--- DATA SUPPLIED ---

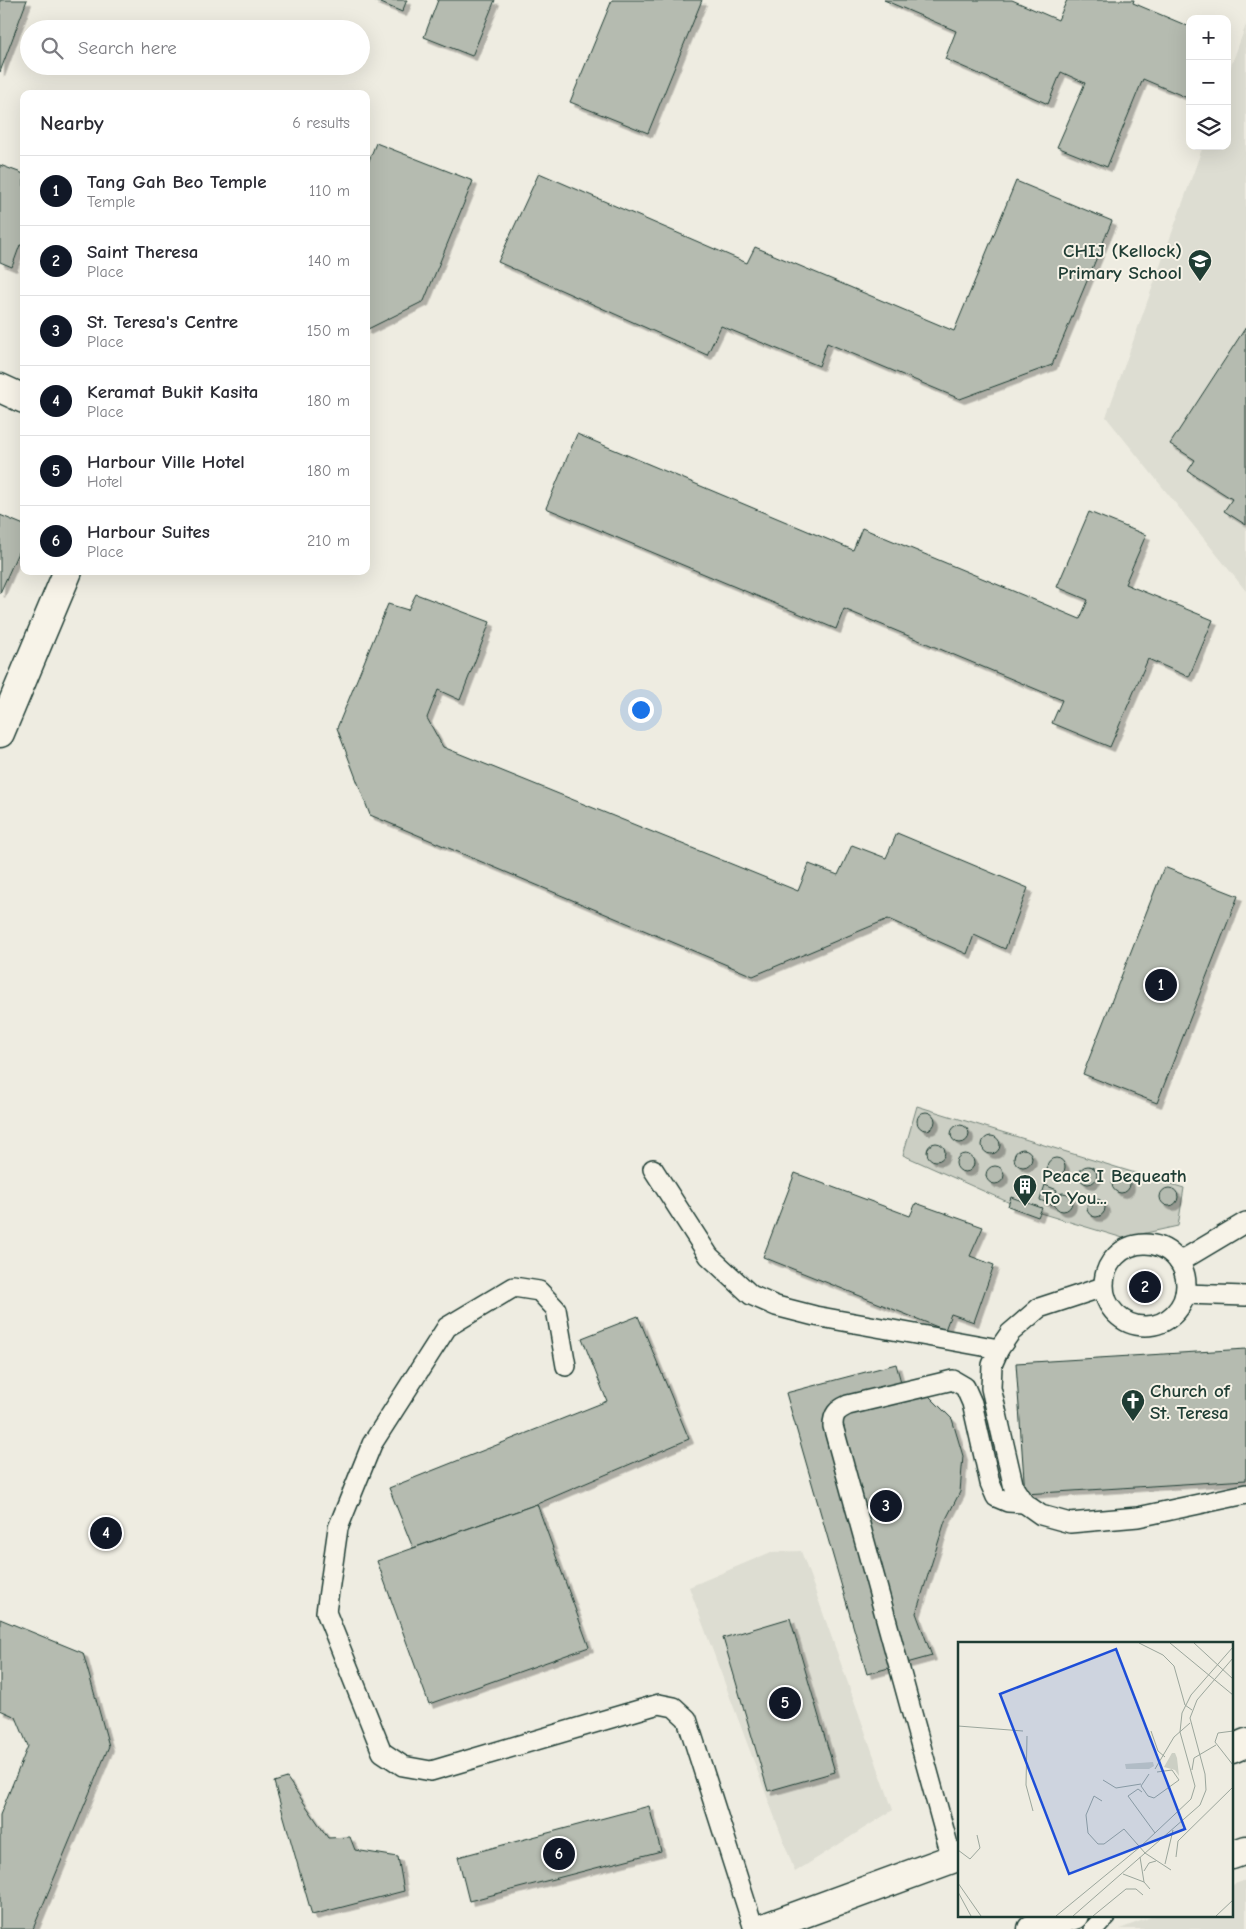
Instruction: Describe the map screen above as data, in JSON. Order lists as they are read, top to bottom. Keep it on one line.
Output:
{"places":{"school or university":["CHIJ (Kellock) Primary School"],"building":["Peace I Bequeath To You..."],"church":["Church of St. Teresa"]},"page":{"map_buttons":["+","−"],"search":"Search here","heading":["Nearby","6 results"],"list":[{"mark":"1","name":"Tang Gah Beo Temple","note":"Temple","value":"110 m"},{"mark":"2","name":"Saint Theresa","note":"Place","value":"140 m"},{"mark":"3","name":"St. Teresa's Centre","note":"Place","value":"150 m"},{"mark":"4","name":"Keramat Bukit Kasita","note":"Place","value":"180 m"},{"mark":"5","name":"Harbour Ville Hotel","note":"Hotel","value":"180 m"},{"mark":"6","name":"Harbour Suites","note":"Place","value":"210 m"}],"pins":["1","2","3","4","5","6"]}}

---
--- DATA SUPPLIED ---

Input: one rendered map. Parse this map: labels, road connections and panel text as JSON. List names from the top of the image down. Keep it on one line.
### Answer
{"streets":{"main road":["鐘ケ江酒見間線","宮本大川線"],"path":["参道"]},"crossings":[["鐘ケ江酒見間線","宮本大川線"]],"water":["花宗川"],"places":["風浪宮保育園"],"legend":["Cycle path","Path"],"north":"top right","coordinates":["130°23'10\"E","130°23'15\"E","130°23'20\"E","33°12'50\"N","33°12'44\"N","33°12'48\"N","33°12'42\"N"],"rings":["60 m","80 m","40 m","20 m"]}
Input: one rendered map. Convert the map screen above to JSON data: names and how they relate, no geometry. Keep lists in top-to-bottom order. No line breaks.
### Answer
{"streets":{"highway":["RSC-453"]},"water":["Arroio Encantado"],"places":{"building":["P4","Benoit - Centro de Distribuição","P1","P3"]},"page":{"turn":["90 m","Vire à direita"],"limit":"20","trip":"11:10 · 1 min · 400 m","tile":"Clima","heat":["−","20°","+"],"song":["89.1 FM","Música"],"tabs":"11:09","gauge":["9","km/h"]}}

---

**PROBLEM**.
Among the records above, which lines hold the word "they"? Copy each one.

**ANSWER FOR THE TASK**.
Instruction: Describe the map screen above as data, in JSON. Order lists as they are read, top to bottom. Keep it on one line.
Input: one rendered map. Convert the map screen above to JSON data: names and how they relate, no geometry. Keep lists in top-to-bottom order. No line breaks.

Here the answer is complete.